What you give back should be exactly the opening lines of the data, ending with the line that contains "For a GIS import: Give" and including it.
START SUPPLIED DATA
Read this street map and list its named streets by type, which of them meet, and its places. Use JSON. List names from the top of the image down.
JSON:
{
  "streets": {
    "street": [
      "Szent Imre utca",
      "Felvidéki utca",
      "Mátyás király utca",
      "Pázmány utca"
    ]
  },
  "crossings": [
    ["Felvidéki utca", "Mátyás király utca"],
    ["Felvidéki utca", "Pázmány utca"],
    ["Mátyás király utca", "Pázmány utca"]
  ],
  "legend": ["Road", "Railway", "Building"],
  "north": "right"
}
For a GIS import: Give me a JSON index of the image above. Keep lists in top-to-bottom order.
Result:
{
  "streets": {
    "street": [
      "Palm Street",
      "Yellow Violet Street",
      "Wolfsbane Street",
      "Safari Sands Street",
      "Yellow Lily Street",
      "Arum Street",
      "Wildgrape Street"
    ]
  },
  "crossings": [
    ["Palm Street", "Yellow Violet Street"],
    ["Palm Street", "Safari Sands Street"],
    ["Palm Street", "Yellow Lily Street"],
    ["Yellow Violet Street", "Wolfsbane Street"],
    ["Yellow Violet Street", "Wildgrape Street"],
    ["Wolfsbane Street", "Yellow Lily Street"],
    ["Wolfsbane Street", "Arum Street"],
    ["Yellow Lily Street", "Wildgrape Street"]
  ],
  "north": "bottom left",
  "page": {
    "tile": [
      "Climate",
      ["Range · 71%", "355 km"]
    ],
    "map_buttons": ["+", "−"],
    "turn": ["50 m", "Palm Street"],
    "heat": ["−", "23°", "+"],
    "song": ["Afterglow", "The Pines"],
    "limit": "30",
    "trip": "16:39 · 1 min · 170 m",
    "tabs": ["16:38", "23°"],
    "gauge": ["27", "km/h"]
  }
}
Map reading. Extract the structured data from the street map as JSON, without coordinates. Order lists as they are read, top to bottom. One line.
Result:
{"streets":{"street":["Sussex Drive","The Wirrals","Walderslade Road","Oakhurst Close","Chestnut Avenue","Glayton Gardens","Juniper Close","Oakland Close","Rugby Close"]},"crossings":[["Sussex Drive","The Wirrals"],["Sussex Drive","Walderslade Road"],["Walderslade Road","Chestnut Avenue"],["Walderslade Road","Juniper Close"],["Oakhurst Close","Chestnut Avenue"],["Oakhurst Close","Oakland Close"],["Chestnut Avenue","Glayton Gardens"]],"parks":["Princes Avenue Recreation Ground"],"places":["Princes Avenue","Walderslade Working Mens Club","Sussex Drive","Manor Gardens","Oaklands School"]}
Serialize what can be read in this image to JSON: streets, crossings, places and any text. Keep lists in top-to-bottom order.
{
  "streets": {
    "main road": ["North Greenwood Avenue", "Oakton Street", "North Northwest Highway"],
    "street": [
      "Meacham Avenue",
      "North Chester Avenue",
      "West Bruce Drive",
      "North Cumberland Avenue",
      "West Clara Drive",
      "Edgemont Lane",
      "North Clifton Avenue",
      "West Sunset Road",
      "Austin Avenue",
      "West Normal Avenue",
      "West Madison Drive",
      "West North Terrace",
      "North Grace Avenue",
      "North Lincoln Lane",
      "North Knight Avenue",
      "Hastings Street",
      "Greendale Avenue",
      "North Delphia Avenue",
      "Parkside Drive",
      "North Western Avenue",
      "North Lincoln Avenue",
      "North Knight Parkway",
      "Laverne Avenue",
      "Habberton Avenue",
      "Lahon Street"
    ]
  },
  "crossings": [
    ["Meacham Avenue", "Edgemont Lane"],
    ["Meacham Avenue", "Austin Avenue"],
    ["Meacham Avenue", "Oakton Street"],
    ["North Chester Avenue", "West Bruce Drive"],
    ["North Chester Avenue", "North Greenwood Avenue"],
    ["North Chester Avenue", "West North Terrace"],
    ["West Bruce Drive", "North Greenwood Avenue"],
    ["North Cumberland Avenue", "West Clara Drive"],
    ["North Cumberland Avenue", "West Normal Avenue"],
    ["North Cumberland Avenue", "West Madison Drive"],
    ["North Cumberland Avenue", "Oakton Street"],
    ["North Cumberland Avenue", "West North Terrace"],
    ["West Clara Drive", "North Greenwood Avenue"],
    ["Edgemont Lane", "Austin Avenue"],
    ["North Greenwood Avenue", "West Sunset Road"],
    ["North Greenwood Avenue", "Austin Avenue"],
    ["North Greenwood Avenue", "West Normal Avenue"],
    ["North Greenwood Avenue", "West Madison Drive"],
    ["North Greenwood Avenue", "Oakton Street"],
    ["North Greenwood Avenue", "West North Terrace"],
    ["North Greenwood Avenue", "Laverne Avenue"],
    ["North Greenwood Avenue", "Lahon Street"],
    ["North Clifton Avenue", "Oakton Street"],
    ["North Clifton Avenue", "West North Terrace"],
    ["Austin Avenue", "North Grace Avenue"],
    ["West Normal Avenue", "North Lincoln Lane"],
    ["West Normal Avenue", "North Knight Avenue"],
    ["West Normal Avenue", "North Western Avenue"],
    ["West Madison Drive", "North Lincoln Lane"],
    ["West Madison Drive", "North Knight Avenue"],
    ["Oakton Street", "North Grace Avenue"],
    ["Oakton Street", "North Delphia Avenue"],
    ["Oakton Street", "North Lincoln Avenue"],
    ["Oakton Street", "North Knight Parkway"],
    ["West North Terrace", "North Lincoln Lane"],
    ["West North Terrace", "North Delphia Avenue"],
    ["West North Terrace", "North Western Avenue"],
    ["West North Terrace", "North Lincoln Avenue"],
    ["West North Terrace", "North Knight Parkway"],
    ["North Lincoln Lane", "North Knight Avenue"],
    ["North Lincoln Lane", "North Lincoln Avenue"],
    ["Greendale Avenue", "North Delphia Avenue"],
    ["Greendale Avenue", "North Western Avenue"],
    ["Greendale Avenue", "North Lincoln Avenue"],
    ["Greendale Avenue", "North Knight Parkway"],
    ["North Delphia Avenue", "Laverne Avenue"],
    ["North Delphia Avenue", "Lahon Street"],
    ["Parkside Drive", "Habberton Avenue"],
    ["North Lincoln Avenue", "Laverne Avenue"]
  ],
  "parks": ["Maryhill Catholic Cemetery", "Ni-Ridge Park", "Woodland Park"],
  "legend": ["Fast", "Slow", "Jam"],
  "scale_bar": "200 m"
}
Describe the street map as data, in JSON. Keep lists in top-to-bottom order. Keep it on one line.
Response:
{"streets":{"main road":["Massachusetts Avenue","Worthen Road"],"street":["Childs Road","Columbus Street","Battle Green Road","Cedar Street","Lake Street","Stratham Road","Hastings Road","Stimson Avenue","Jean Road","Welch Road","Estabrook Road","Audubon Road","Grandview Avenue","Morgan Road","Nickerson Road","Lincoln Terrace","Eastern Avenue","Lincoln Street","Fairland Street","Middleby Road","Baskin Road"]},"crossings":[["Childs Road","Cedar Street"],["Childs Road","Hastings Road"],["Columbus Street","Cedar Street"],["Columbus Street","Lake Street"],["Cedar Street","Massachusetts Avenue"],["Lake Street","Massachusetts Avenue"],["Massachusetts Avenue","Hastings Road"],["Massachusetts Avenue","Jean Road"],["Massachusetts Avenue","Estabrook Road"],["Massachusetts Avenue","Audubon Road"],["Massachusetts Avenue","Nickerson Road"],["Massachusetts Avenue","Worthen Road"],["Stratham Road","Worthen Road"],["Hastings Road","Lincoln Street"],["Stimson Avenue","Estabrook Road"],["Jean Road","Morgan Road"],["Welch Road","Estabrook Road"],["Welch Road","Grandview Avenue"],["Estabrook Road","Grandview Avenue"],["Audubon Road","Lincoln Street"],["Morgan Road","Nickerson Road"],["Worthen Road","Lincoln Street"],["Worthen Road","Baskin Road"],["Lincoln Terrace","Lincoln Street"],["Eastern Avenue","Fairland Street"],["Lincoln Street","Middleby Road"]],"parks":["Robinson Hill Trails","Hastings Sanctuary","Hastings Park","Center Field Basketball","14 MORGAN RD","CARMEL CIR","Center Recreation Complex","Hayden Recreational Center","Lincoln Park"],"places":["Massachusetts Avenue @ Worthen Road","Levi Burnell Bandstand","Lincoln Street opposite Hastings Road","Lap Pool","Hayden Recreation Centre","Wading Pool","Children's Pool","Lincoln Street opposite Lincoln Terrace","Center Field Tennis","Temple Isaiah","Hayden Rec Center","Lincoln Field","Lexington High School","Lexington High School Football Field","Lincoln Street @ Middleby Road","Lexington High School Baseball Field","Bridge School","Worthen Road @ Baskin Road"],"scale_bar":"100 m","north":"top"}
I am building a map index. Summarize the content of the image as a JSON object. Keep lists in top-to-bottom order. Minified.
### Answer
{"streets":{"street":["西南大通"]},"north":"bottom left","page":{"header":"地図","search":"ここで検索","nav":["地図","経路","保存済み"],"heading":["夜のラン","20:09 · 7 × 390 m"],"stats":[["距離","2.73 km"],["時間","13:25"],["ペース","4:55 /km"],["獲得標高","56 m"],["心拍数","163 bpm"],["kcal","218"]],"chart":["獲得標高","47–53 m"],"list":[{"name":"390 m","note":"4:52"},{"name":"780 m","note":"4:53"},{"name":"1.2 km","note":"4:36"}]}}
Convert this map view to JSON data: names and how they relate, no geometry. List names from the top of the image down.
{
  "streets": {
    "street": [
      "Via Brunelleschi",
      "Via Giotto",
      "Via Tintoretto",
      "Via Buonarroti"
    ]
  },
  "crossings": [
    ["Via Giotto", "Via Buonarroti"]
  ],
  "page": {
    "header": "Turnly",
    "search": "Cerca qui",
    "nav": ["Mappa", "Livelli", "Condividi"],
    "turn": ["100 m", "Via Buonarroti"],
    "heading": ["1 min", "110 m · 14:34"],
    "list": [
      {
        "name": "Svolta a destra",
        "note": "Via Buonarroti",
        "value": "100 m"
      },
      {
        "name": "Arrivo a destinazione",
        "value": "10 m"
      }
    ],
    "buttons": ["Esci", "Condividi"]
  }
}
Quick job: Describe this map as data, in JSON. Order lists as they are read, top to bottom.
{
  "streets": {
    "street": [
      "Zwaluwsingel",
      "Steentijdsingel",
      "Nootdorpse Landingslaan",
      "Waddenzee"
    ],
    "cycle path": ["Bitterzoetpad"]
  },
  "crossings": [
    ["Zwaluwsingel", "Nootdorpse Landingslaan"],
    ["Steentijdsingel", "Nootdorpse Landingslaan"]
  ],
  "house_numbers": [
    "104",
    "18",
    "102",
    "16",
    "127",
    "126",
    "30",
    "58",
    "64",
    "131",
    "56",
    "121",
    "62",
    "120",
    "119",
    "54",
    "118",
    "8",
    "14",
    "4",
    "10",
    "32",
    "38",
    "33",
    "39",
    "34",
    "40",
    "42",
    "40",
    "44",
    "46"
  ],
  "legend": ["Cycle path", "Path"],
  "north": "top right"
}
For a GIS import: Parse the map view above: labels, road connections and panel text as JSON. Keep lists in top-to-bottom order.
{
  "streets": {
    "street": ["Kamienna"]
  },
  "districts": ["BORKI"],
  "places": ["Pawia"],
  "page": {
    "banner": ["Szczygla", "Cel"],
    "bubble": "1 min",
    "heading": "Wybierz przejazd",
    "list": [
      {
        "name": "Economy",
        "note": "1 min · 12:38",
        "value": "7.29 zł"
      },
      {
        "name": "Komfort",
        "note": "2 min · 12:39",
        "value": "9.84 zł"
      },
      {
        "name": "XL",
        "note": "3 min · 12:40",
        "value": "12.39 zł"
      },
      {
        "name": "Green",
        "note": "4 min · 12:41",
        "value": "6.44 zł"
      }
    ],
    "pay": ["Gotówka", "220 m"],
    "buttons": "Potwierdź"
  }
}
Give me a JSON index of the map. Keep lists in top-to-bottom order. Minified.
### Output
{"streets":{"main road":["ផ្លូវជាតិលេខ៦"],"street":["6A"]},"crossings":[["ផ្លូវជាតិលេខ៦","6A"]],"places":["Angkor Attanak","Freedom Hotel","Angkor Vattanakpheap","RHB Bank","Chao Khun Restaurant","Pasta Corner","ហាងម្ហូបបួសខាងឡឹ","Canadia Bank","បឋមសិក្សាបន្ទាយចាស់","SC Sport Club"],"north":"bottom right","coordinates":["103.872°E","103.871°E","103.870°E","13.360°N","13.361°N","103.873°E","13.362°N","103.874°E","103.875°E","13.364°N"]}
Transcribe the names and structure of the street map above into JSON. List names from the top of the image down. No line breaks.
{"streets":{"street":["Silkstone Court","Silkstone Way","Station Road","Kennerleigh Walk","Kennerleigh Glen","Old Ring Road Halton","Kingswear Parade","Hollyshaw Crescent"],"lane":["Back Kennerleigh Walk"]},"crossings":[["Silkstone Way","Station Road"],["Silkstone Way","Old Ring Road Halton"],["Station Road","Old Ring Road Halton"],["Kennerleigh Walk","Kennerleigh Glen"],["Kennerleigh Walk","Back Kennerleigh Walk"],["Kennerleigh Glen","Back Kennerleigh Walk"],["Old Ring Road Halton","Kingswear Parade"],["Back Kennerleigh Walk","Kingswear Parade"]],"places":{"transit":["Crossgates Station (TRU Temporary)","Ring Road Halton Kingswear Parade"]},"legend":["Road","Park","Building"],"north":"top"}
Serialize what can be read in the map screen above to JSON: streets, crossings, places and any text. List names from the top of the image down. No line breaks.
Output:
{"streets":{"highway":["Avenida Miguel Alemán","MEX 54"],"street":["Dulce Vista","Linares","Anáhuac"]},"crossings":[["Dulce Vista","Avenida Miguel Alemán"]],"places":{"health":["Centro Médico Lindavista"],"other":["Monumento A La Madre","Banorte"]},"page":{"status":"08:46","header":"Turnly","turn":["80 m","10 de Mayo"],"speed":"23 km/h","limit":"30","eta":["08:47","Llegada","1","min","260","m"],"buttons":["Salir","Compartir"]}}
END SUPPLIED DATA
● **SOLUTION**:
Read this street map and list its named streets by type, which of them meet, and its places. Use JSON. List names from the top of the image down.
JSON:
{
  "streets": {
    "street": [
      "Szent Imre utca",
      "Felvidéki utca",
      "Mátyás király utca",
      "Pázmány utca"
    ]
  },
  "crossings": [
    ["Felvidéki utca", "Mátyás király utca"],
    ["Felvidéki utca", "Pázmány utca"],
    ["Mátyás király utca", "Pázmány utca"]
  ],
  "legend": ["Road", "Railway", "Building"],
  "north": "right"
}
For a GIS import: Give me a JSON index of the image above. Keep lists in top-to-bottom order.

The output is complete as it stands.